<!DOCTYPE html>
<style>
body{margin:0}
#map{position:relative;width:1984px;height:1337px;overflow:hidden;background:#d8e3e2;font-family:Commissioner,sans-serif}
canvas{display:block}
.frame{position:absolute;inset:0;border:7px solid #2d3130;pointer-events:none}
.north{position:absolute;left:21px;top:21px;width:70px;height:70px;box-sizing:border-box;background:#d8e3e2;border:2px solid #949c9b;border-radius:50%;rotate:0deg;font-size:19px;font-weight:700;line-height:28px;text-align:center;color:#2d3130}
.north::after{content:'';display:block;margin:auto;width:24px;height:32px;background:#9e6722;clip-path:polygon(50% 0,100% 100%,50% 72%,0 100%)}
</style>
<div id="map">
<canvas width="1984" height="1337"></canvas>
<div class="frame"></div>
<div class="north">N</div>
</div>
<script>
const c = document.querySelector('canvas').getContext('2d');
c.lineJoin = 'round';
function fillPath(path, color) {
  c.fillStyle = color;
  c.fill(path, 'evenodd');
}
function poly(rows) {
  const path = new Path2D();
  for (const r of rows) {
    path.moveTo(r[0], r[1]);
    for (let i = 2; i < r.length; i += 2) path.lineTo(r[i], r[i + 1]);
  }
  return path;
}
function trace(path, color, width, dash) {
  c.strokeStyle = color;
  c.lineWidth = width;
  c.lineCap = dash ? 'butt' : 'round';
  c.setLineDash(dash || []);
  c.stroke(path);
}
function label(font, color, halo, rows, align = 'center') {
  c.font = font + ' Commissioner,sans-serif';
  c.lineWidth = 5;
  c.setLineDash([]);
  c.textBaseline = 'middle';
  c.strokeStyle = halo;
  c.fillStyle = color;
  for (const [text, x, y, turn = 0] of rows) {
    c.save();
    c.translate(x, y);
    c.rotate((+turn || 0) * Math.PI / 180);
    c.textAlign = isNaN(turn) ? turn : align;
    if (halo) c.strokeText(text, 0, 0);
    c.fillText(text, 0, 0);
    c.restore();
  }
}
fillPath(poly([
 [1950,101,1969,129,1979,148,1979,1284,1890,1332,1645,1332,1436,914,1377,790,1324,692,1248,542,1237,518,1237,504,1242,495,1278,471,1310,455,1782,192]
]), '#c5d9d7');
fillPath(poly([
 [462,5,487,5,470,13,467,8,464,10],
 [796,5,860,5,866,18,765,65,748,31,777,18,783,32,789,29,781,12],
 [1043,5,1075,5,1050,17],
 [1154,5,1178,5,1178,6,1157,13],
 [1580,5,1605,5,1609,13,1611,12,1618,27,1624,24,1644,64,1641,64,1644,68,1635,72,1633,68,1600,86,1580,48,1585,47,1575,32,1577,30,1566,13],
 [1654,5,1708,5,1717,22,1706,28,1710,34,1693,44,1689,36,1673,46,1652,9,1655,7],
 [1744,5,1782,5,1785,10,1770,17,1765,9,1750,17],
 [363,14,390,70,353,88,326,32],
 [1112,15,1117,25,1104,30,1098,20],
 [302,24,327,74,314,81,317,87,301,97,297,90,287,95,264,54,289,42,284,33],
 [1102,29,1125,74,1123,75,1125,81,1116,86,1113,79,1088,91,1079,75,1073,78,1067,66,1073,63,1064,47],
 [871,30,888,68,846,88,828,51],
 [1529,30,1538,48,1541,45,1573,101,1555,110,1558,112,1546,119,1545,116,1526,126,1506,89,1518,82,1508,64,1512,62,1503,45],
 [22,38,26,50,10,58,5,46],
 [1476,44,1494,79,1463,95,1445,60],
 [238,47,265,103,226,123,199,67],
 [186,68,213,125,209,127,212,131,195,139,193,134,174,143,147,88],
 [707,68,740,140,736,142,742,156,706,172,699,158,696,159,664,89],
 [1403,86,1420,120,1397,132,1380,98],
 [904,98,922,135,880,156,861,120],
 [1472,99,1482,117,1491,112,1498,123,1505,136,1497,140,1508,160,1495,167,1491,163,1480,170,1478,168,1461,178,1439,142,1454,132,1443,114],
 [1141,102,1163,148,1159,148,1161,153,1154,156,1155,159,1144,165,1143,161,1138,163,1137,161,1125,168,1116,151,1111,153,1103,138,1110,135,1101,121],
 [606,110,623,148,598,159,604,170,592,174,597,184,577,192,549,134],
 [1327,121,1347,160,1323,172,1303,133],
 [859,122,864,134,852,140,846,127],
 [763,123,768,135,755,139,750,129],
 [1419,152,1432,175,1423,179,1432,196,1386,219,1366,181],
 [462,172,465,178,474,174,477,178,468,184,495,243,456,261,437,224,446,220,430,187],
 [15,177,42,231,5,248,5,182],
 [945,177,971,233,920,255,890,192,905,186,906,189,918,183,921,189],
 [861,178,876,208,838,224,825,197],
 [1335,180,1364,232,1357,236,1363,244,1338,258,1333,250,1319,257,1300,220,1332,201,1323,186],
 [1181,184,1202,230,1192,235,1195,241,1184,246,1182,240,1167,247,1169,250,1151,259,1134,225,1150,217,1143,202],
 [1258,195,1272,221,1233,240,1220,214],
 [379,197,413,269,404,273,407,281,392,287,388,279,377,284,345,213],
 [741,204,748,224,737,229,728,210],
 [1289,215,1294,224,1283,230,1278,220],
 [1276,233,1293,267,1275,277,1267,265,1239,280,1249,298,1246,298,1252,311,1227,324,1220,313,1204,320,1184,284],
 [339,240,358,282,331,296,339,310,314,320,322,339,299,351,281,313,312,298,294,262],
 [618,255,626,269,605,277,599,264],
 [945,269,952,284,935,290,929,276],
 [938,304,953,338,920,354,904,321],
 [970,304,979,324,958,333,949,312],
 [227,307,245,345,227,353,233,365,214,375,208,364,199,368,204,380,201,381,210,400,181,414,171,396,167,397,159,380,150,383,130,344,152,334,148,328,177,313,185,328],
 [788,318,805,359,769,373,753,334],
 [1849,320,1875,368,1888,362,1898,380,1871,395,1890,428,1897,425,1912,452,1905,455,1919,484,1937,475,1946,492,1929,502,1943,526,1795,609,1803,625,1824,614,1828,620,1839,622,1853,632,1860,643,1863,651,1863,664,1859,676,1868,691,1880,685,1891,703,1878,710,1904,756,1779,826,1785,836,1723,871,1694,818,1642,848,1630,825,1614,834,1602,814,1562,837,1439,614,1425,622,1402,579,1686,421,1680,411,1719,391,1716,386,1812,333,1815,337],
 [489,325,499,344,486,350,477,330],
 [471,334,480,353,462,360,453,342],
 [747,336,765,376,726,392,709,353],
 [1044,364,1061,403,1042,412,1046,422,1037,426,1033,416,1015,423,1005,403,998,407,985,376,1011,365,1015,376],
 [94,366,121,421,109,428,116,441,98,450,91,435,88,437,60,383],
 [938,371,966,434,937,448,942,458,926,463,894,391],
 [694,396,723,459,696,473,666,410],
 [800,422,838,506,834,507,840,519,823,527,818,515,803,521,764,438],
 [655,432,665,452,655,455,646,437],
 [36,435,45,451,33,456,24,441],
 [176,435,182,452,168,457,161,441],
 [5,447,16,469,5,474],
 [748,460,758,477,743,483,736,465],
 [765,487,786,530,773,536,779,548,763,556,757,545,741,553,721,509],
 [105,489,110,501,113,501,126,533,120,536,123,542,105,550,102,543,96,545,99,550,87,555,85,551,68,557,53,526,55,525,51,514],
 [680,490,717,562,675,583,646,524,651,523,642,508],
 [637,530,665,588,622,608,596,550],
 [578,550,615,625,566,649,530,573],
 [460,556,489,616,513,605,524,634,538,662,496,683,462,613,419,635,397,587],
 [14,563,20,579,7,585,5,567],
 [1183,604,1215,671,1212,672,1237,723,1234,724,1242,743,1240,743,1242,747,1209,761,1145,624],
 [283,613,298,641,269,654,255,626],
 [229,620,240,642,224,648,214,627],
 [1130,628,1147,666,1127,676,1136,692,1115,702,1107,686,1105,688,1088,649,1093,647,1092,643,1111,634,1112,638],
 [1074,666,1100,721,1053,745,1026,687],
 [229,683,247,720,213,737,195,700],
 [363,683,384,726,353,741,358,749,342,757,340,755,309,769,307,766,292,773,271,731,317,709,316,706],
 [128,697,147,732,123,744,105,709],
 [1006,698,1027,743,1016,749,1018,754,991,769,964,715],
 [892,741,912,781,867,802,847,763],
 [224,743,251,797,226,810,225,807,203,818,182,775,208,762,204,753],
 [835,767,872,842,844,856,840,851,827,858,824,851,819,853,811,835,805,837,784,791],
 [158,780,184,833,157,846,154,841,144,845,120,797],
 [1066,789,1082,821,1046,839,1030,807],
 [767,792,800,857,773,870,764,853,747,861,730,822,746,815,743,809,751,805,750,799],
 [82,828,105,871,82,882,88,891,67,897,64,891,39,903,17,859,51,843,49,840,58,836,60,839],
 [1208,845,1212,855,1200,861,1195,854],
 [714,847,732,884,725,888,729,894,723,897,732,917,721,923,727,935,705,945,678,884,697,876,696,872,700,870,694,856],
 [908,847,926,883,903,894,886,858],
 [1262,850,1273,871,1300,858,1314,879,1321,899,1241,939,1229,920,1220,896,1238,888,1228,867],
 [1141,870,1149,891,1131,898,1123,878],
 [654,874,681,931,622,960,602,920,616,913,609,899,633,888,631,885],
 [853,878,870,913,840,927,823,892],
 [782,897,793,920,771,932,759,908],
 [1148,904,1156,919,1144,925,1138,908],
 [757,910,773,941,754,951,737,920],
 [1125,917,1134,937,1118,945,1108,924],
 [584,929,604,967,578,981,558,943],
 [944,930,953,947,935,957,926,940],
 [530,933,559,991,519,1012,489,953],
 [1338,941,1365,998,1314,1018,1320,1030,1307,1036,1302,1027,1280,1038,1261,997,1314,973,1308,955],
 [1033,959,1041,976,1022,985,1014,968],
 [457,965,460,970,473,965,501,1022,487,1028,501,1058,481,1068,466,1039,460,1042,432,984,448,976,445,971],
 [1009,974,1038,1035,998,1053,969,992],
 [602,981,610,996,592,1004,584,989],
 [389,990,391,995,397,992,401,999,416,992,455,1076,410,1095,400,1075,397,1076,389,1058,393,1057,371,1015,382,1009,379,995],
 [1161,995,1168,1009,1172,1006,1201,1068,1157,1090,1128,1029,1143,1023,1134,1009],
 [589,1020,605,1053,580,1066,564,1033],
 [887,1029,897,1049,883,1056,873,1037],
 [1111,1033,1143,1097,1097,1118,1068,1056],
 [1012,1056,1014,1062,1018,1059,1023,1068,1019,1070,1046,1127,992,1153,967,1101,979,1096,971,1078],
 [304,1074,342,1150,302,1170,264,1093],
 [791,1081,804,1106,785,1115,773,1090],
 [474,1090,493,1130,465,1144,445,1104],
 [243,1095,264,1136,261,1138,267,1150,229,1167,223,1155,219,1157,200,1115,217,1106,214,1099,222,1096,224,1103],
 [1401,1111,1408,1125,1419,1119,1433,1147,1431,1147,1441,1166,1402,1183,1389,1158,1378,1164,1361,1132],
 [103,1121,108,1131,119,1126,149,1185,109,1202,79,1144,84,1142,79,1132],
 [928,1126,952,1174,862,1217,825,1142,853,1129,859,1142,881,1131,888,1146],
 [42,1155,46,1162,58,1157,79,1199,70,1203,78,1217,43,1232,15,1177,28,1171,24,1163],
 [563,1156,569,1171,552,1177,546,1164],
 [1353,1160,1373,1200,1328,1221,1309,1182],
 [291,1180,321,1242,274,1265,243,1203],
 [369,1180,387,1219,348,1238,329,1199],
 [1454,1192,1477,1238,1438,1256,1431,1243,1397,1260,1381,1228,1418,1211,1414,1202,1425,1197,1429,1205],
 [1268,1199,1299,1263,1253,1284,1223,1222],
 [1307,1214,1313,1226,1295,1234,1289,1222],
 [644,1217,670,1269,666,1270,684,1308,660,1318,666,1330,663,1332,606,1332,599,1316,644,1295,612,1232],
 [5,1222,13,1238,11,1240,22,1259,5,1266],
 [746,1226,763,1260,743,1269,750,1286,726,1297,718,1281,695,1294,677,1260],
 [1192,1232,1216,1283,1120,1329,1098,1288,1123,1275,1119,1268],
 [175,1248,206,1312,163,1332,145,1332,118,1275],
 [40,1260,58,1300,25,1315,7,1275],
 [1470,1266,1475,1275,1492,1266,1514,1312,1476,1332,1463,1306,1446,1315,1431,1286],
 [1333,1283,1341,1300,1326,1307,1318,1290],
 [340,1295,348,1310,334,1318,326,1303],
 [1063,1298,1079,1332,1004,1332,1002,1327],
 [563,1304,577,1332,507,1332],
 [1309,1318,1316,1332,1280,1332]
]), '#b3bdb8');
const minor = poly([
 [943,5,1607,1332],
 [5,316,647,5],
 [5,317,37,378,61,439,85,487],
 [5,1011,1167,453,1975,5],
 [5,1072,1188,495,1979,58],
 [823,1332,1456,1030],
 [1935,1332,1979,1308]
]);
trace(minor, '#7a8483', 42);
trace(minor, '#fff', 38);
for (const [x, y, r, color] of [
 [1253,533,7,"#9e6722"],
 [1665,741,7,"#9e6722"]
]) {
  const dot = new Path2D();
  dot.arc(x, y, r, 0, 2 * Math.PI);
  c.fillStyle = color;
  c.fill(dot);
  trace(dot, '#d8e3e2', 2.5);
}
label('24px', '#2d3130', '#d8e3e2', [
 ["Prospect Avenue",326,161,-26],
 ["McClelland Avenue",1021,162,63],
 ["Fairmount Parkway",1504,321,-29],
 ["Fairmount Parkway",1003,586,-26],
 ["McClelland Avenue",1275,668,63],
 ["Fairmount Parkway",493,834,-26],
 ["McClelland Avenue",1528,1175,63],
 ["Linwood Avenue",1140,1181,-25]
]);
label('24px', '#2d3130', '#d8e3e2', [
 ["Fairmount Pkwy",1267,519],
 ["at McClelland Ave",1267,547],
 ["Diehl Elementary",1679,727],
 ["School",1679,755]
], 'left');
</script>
★ ★ ★
→ Activity
The answer must consist of every line from the listing above that includes the word "Math".

→ Written response
    c.rotate((+turn || 0) * Math.PI / 180);
  dot.arc(x, y, r, 0, 2 * Math.PI);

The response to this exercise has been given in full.